Occasionally, the justices will pass on cases when they come across something complicated or someone comes up with a question, or the court seems to be in disagreement, for a couple of days or week, he said.

Once a case is heard and the justices are ready to make their ruling, the chief justice assigns majority opinions. 

“I think the thing to keep in mind is that when you’re assigned an opinion, you’re not writing for yourself — you’re not writing what you think — you’re writing for the court,” Márquez said, and sometimes that can be a challenge to get four justices to consent on what the opinion ought to say.

At that point, the Chief Justice assigns that batch of cases to an individual justice “who happens to be in the majority,” Márquez said.

Unlike the U.S. Supreme Court, the chief justice doesn’t assign dissents, she said. Those in dissent join together and discuss who will lead the dissent. Typically, if a more senior justice in a dissenting group wishes to take the lead, they have the prerogative.

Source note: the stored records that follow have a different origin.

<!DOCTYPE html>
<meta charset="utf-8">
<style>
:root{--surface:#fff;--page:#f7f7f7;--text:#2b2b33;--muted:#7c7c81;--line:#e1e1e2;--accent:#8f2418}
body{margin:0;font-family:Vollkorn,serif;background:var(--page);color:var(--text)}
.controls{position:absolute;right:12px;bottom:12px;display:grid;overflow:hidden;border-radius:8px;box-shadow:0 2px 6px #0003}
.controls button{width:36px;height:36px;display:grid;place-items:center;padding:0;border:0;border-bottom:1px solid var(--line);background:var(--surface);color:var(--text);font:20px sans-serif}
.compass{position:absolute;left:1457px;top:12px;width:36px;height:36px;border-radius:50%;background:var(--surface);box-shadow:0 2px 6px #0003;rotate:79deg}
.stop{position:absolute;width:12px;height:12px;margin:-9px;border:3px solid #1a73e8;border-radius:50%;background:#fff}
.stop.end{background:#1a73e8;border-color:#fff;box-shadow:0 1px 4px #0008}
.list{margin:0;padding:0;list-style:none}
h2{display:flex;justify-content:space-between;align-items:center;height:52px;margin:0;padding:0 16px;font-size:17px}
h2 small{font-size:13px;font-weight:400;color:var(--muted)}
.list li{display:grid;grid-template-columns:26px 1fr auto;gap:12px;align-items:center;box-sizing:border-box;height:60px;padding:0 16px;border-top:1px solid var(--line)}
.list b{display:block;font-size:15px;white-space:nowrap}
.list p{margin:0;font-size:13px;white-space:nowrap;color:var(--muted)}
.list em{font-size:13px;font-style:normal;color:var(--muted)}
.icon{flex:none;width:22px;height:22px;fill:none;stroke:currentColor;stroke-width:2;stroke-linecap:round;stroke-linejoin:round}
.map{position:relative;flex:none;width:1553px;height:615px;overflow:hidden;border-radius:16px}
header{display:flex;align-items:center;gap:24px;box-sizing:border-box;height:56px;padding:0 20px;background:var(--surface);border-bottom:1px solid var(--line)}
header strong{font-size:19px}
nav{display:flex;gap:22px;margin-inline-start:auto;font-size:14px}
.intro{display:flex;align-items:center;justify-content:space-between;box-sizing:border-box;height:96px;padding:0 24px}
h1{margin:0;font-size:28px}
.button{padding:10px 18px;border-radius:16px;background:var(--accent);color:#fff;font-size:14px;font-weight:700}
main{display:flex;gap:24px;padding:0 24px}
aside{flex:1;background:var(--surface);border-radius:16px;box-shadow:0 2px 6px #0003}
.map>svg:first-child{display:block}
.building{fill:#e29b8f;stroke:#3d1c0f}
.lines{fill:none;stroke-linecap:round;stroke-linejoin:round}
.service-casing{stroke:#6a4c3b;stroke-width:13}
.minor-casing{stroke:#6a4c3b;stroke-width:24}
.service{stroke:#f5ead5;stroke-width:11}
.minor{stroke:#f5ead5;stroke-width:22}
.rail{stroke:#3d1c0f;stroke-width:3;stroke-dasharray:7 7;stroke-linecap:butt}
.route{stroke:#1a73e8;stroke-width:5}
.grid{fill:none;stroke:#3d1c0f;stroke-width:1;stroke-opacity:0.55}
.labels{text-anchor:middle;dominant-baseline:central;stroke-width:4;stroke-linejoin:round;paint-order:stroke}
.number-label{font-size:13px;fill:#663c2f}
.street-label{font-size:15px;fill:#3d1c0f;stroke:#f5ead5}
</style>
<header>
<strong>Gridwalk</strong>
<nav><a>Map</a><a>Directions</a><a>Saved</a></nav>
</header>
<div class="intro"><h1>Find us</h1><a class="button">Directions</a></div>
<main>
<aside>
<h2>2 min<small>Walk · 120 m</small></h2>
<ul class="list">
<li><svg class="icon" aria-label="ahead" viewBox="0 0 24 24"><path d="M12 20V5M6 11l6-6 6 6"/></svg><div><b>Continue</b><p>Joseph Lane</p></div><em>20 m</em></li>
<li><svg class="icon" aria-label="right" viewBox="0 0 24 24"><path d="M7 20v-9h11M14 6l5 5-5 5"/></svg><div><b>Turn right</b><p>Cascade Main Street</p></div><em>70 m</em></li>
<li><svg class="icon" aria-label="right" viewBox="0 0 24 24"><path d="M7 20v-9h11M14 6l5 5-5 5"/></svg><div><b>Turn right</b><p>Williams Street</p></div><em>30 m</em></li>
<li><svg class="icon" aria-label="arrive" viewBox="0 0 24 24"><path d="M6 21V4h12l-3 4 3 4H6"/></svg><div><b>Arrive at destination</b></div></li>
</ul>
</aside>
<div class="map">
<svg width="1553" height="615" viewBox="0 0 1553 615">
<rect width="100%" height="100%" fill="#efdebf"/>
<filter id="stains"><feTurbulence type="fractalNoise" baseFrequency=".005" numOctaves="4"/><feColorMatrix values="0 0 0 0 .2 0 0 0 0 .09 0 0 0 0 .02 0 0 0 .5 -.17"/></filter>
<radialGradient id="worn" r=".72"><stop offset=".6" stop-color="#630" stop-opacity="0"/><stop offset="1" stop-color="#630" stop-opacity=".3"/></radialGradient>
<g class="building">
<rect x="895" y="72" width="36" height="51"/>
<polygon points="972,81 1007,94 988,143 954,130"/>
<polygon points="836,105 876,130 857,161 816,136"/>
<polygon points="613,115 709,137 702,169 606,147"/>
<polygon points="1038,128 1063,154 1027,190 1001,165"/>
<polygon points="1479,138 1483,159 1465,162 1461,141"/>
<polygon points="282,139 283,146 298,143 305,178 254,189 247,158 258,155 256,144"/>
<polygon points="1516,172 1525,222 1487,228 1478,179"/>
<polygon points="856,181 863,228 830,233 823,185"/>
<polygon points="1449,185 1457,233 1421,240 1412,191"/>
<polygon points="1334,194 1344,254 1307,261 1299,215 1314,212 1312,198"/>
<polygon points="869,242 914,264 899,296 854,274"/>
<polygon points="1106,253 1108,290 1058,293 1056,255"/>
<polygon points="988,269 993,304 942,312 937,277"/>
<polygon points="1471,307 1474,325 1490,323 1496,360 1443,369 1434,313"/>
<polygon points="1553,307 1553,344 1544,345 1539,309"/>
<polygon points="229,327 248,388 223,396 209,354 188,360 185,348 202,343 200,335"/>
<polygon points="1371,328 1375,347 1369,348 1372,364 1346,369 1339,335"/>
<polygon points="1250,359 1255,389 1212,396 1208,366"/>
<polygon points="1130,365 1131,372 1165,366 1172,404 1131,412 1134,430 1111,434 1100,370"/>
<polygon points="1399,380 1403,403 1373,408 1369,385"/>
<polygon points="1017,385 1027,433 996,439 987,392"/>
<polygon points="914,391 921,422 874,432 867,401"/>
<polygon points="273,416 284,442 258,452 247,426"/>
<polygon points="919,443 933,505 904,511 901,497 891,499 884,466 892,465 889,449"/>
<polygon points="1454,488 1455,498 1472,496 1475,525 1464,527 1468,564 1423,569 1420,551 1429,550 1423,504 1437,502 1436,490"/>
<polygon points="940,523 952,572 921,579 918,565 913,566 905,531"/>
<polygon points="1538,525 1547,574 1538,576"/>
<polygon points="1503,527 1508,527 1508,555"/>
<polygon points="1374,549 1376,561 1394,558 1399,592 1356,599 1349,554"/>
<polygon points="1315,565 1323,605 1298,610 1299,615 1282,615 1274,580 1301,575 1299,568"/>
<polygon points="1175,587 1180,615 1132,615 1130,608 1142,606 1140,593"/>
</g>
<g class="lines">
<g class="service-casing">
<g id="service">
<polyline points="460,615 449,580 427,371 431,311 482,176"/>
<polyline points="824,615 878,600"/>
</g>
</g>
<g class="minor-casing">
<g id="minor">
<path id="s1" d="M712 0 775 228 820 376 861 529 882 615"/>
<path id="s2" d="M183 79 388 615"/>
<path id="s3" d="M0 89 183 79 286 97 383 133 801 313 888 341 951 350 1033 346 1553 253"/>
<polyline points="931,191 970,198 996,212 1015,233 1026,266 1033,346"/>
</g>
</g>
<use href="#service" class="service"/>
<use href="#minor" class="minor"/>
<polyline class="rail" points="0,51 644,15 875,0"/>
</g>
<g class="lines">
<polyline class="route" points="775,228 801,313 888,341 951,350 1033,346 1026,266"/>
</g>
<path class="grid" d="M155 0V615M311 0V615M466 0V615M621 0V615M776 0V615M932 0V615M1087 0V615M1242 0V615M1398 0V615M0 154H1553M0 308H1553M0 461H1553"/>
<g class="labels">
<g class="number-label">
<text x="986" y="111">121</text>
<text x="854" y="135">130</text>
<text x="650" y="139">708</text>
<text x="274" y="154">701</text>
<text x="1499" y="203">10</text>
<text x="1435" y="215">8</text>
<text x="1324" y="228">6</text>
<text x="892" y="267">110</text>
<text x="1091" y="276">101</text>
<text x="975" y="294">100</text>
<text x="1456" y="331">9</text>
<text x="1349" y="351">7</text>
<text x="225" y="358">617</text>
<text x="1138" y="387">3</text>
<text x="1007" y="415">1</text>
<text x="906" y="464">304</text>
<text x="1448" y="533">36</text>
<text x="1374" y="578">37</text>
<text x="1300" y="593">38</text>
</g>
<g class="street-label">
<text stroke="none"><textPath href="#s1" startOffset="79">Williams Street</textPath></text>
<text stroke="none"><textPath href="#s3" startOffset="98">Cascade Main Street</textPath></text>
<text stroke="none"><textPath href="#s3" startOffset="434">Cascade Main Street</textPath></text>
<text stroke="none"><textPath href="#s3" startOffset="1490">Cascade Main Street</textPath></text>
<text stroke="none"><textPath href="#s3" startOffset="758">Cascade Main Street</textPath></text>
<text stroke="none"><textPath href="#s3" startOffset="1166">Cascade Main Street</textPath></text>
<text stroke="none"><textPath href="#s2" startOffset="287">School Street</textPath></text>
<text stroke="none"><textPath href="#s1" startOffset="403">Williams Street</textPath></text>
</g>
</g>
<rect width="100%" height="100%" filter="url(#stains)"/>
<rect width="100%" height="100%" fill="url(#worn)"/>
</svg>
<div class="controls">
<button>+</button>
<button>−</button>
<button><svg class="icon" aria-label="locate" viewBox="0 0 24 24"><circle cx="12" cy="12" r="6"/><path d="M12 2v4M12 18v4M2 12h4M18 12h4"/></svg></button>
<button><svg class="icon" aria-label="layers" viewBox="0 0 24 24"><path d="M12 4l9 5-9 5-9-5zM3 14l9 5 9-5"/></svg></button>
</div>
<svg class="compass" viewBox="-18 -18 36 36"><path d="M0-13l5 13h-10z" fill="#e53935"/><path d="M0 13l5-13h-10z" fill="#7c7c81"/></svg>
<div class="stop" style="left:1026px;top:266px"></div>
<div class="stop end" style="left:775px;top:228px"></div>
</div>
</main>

Drafts of majority opinions are circulated and reviewed, and justices put in preliminary votes indicating whether they concur or dissent, or whether they will write a separate opinion or are not yet ready to join an opinion.  Márquez said she has experienced times when initial votes changed — where a concurring or dissenting opinion actually changed the thinking of the justices — “and in some cases the majority can actually flip.”

In such cases, a protocol of the court allows the authoring justice of the original opinion to either continue to write for the court, “so in other words they can actually change their opinion, change their vote and rewrite the opinion,” Márquez said. Or, alternatively, the authoring justice can stake their position and turn what had been a majority opinion into a dissenting opinion.

For weekly conferences, justices receive an agenda indicating which cases are up for discussion, which opinions are set for final vote and any petitions for rehearing, among other items.

The conferences usually last between two to three hours, and follow “a rule of juniority,” where the most junior justice speaks first before the vote, and the process works up the ranks until the last person to speak is the chief, Samour said. 

The idea is that the most junior justice should not vote and speak after their more experienced counterparts have already spoken and voted and possibly be swayed by those other justices.

“There are protocols in place because this is a seven-member court, and if you don’t have protocols, and agreements in place, it just doesn’t work,” he said. 

Further, before COVID-19, the justices had a rule that after conference they all went to lunch together. Samour feels this rule helps to breed congeniality after debating important issues that can cause some different opinions.